At Holocaust Remembrance Day ceremony in Israel, Netanyahu warns Iran not to test his country’s determination

Advertisement

JERUSALEM (JTA) — As Israel ushered in Yom Hashoah, or Holocaust Remembrance Day, with a ceremony at the Yad Vashem memorial in Jerusalem, Prime Minister Benjamin Netanyahu warned Iran “do not test the determination of the State of Israel.”

Six Israeli Holocaust survivors lit torches to represent the 6 million Jews killed in the Holocaust. The theme of this year’s events is “70 Years of Remembering and Building: Holocaust Survivors and the State of Israel.”

Along with the warning during his address, Netanyahu also offered a message to the Iranian people: “Israel is not your enemy, but the regime of tyranny that oppresses you.”

“The events in recent days teach us that standing up to evil and aggression is the mission imposed on every generation,” he said. “No generation is exempted from this task, and the generation that evades it is woeful. We saw the swastika raised by the rioters next to the Gaza fence. We saw Syrian children being slaughtered with chemical weapons. Our hearts were torn from the horror.”

He added: “During the Holocaust, we were helpless, defenseless and voiceless. In truth, our voice was not heard at all.
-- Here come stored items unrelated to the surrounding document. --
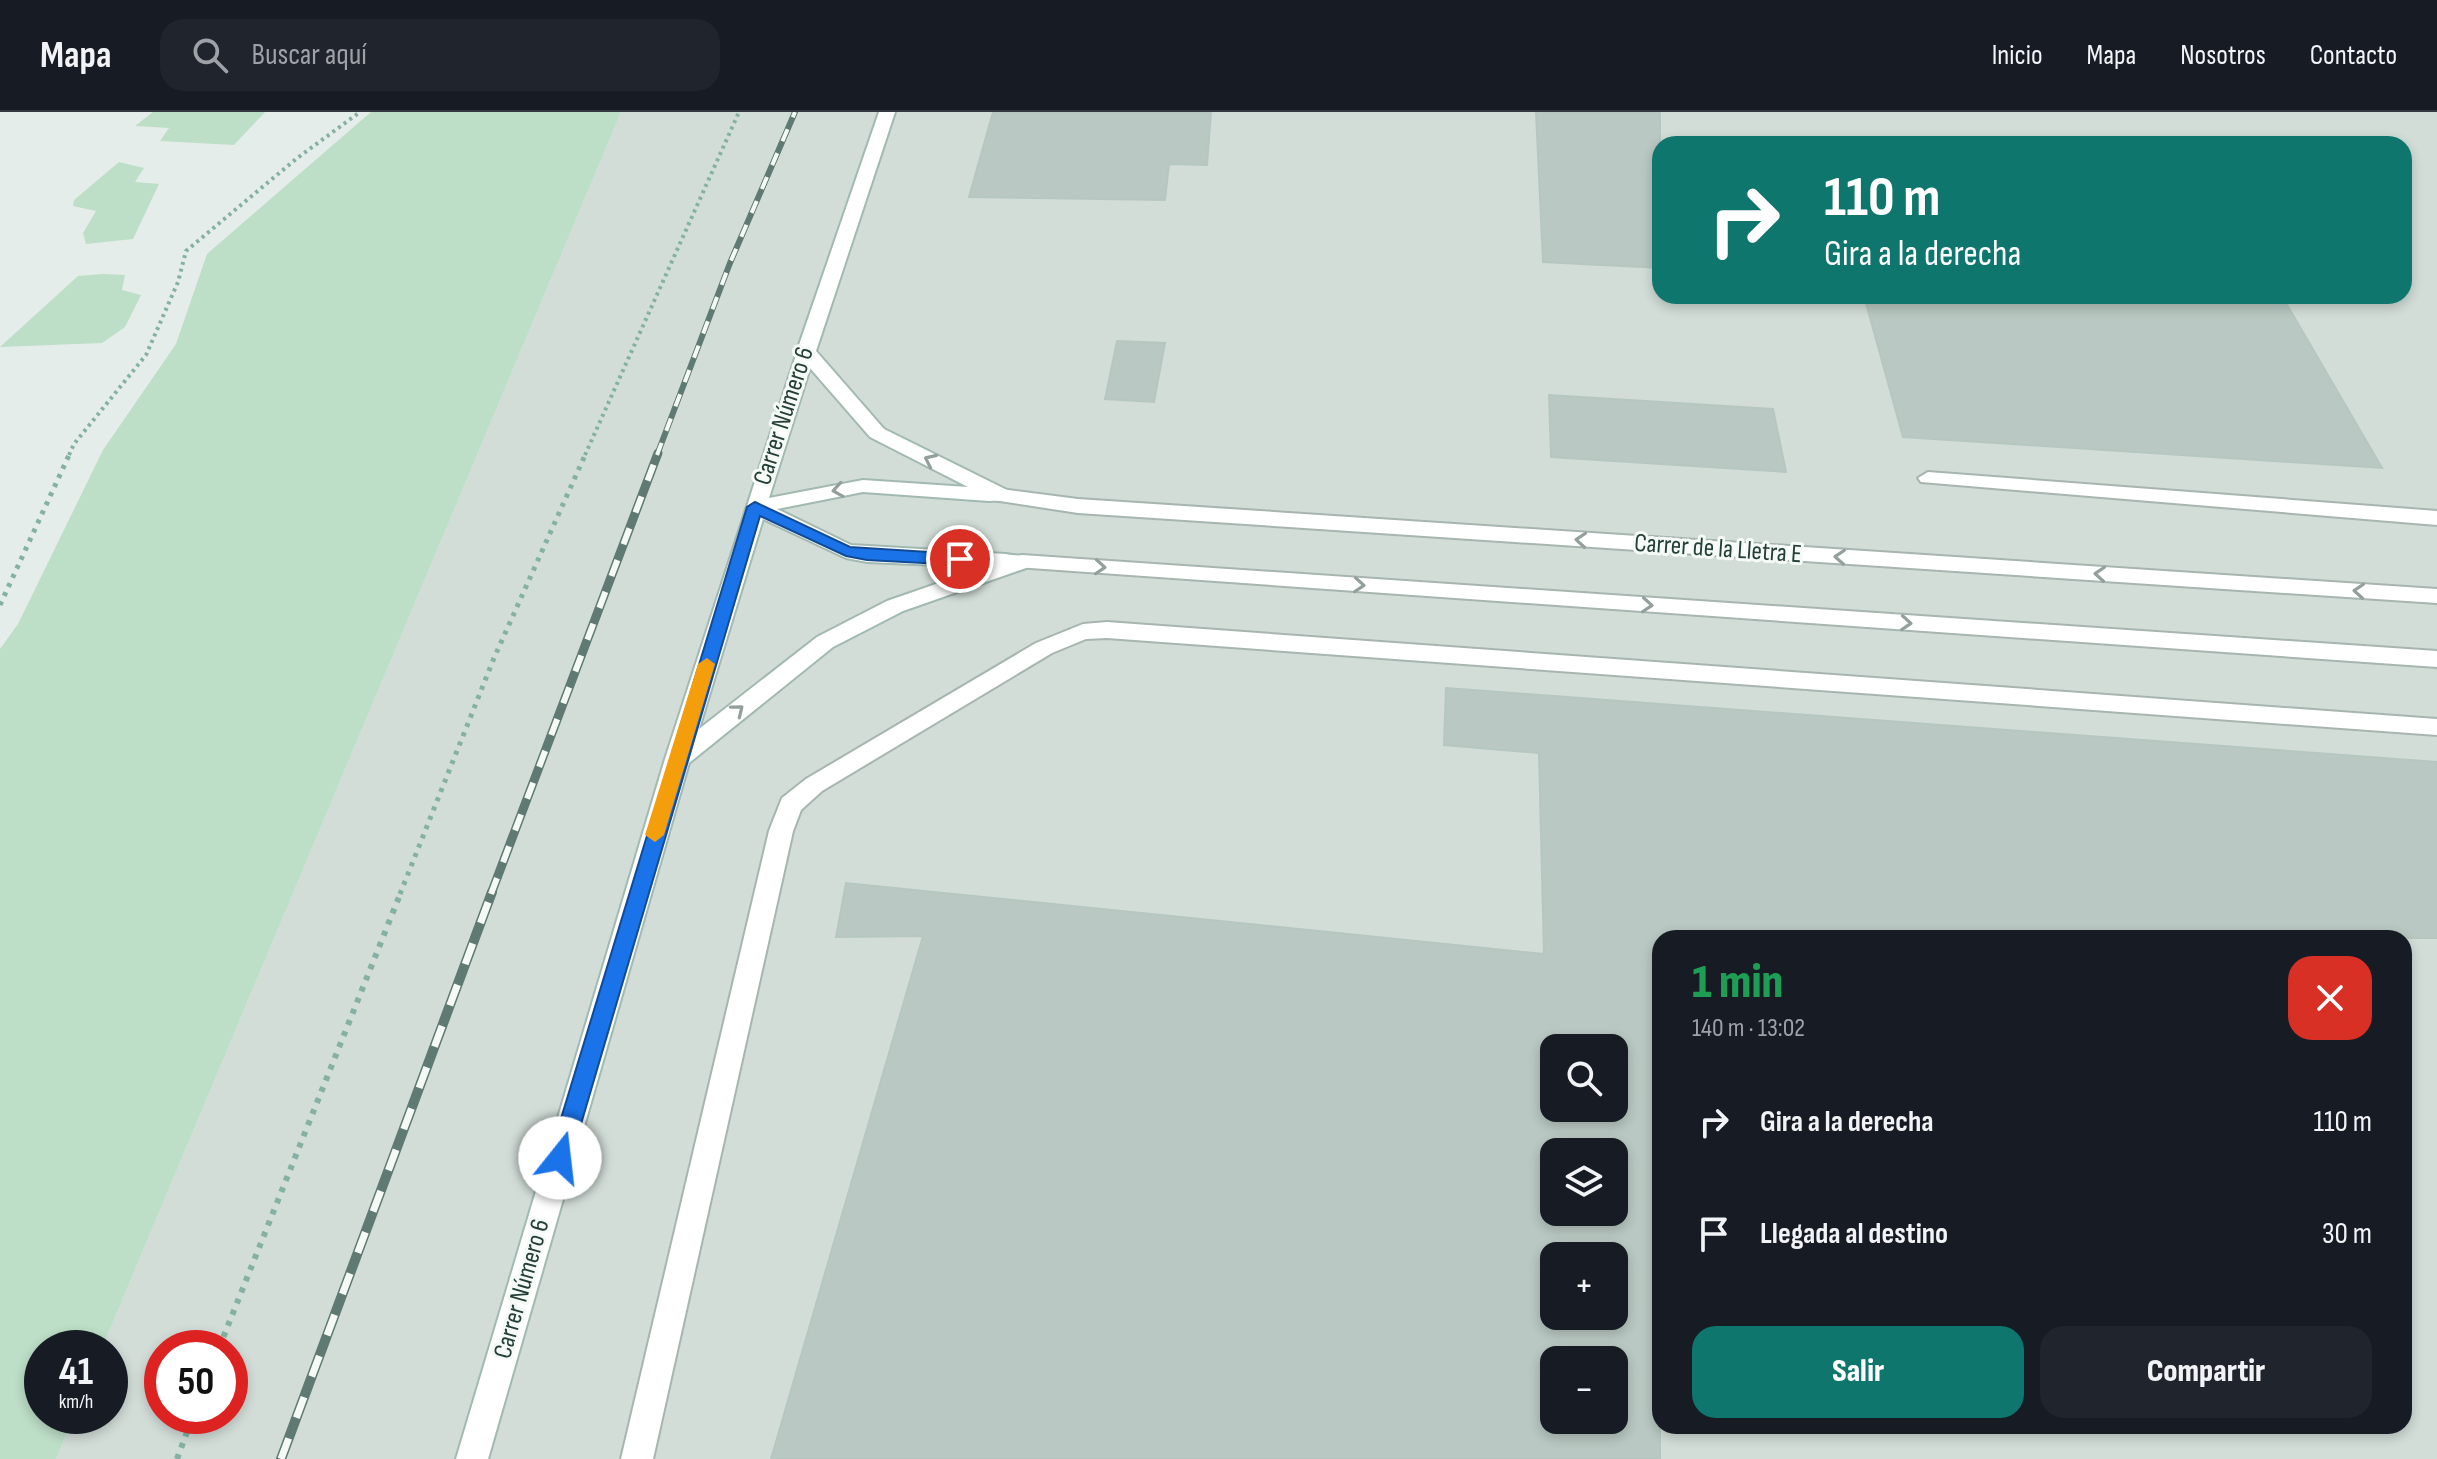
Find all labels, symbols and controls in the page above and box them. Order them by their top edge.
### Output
search box [160,19,720,91]
text: Mapa [40,33,112,78]
icon: search [188,33,232,77]
text: Buscar aquí [252,37,367,73]
text: Inicio [1992,39,2043,72]
text: Mapa [2087,39,2136,72]
text: Nosotros [2180,39,2266,72]
text: Contacto [2310,39,2397,72]
text: 110 m [1824,165,1940,232]
icon: right [1692,168,1796,272]
text: Gira a la derecha [1824,233,2021,276]
street label: Carrer Número 6 [747,343,821,489]
one-way arrow [923,454,938,470]
one-way arrow [831,481,845,498]
pin [926,525,994,593]
street label: Carrer de la Lletra E [1633,528,1803,570]
one-way arrow [1574,532,1587,549]
icon: arrive [938,537,982,581]
one-way arrow [1833,549,1846,566]
one-way arrow [1094,558,1107,575]
one-way arrow [2093,566,2106,583]
one-way arrow [1353,576,1366,593]
one-way arrow [2352,583,2365,600]
one-way arrow [1641,596,1654,613]
one-way arrow [1900,614,1913,631]
one-way arrow [729,705,743,720]
text: 1 min [1692,954,1783,1011]
button: close [2288,956,2372,1040]
text: 140 m · 13:02 [1692,1013,1805,1044]
map controls [1540,1034,1628,1434]
button: search [1540,1034,1628,1122]
icon: right [1692,1100,1736,1144]
text: Gira a la derecha [1760,1104,1934,1140]
text: 110 m [2314,1104,2372,1140]
position arrow [518,1116,602,1200]
button: layers [1540,1138,1628,1226]
icon: arrive [1692,1212,1736,1256]
street label: Carrer Número 6 [487,1216,557,1362]
text: Llegada al destino [1760,1216,1948,1252]
text: 30 m [2322,1216,2372,1252]
button: + [1540,1242,1628,1330]
button: Salir [1692,1326,2024,1418]
button: Compartir [2040,1326,2372,1418]
speed limit sign: 50 [144,1330,248,1434]
button: − [1540,1346,1628,1434]
text: 41 [59,1348,93,1396]
text: km/h [59,1390,93,1414]

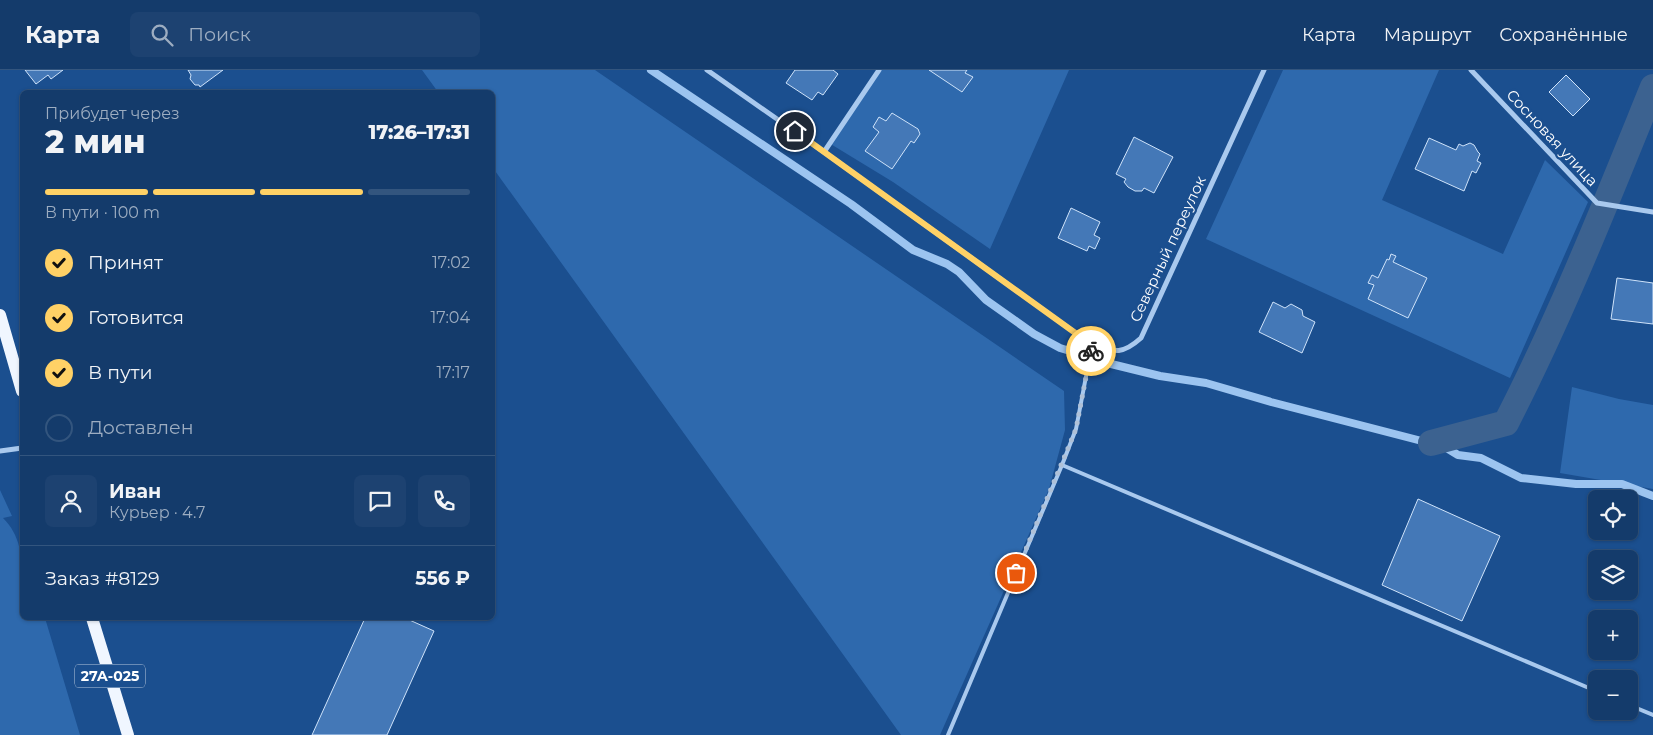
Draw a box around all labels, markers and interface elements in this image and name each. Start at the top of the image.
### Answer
search box [130,12,480,57]
text: Карта [25,20,100,49]
icon: search [148,21,176,49]
text: Поиск [188,23,251,46]
text: Карта [1302,24,1356,46]
text: Маршрут [1384,24,1471,46]
text: Сохранённые [1499,24,1628,46]
street label: Сосновая улица [1503,85,1602,190]
text: Прибудет через [45,104,180,123]
pin [774,110,816,152]
icon: home [781,117,809,145]
text: 17:26–17:31 [369,121,470,144]
text: 2 мин [45,122,145,161]
street label: Северный переулок [1125,172,1210,325]
text: В пути · 100 m [45,203,160,222]
icon: check [45,249,73,277]
text: Принят [88,251,163,274]
text: 17:02 [432,253,470,272]
icon: check [45,304,73,332]
text: Готовится [88,306,184,329]
text: 17:04 [431,308,470,327]
courier [1066,326,1116,376]
icon: bike [1077,337,1105,365]
icon: check [45,359,73,387]
text: В пути [88,361,153,384]
text: 17:17 [437,363,470,382]
text: Доставлен [88,416,194,439]
button: person [45,475,97,527]
button: chat [354,475,406,527]
button: phone [418,475,470,527]
text: Иван [109,480,161,503]
map controls [1588,490,1638,720]
button: locate [1588,490,1638,540]
text: Курьер · 4.7 [109,503,206,522]
button: layers [1588,550,1638,600]
pin [995,552,1037,594]
icon: bag [1002,559,1030,587]
text: Заказ #8129 [45,567,160,590]
text: 556 ₽ [415,567,470,590]
button: + [1588,610,1638,660]
road number: 27А-025 [75,664,145,688]
button: − [1588,670,1638,720]

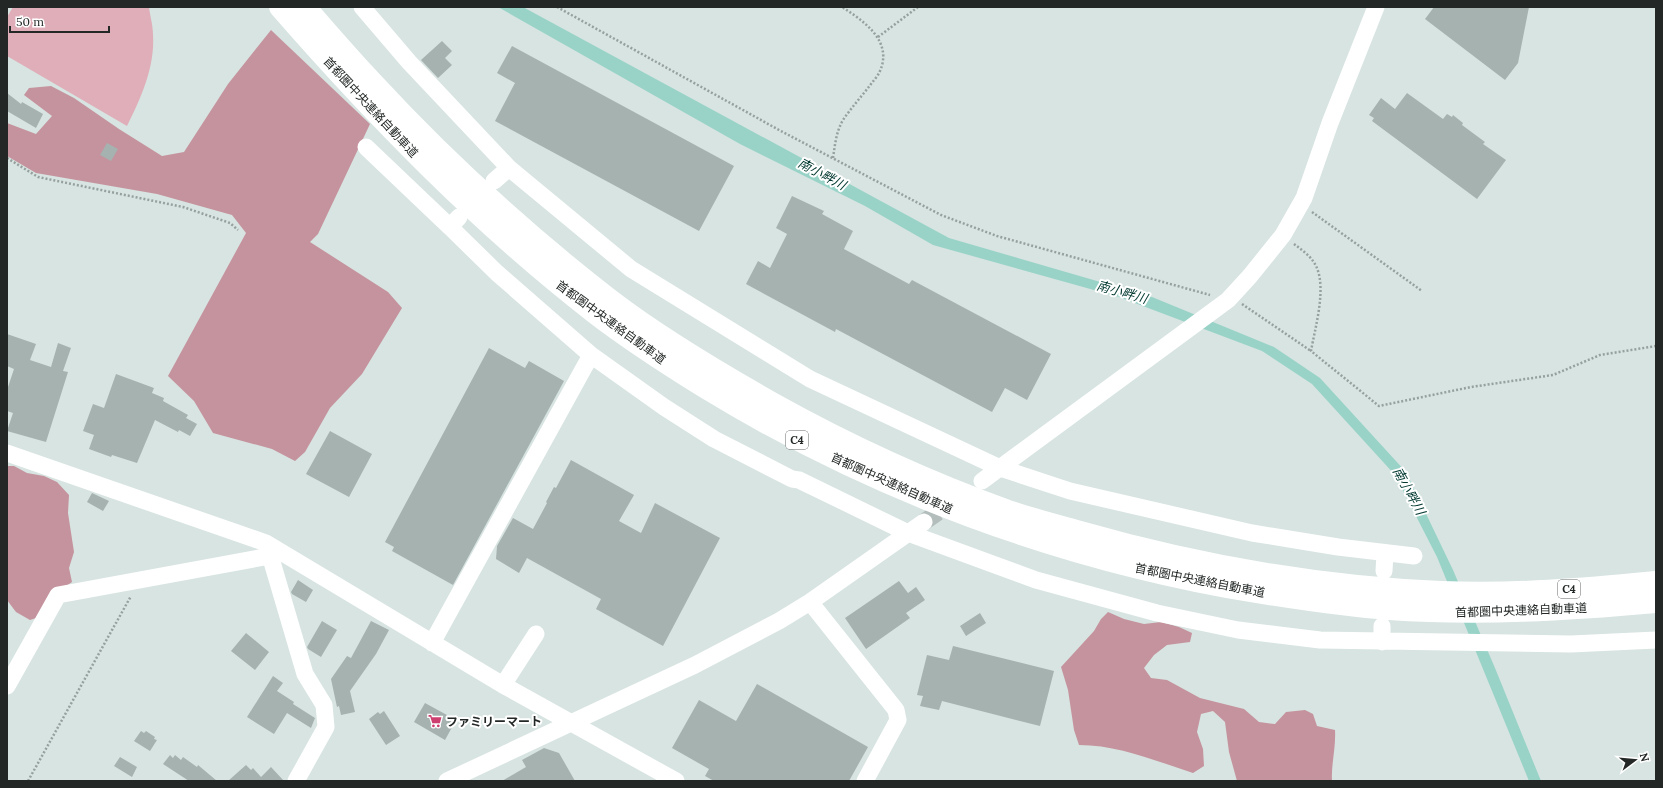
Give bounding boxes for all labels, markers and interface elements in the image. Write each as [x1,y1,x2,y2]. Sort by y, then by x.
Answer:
scale bar [10,8,109,34]
text: 50 m [16,14,44,29]
street label: 首都圏中央連絡自動車道 [320,54,422,160]
water label: 南小畔川 [795,154,851,195]
street label: 首都圏中央連絡自動車道 [553,277,669,367]
water label: 南小畔川 [1095,277,1151,308]
road number: C4 [786,431,808,449]
street label: 首都圏中央連絡自動車道 [829,449,955,517]
water label: 南小畔川 [1389,464,1430,520]
street label: 首都圏中央連絡自動車道 [1134,560,1266,600]
road number: C4 [1558,580,1580,598]
street label: 首都圏中央連絡自動車道 [1455,600,1587,620]
supermarket icon: ファミリーマート [427,713,443,729]
place label: ファミリーマート [446,714,542,729]
north arrow [1615,740,1655,780]
text: N [1637,751,1653,764]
Today we have a strong country, a strong army, and our voice is heard among the nations.”

President Reuven Rivlin said that Israel will fight against anti-Semitism and Holocaust denial.

“There is the Holocaust and there are Holocaust deniers, and the difference between them is the truth,” he said.

He also took a jab at Poland, where he will travel Thursday to lead the 12,000 participants from around the world in the 30th March of the Living.  No country can “legislate their forgetting” of the Holocaust, Rivlin said, referring to Poland’s new Holocaust law that imposes fines or up to three years in jail on anyone who ascribes “responsibility or co-responsibility to the Polish nation or state for crimes committed by the German Third Reich.”

This year’s torchlighters at the ceremony were Mirjam Lapid, a native of the Netherlands; Shmuel Bogler, Hungary; Thea Friedman, Romania; Raul Teitelbaum, Kosovo; Issachar Dov Goldstein, Slovakia; and Abba Naor, Lithuania.

The Yom Hashoah observances will continue on Thursday morning with a two-minute siren during which all activity throughout the country ceases. During the rest of the day, the names of Holocaust victims will be read out at Yad Vashem and at the Knesset as part of the “Unto Every Person There is a Name” observance.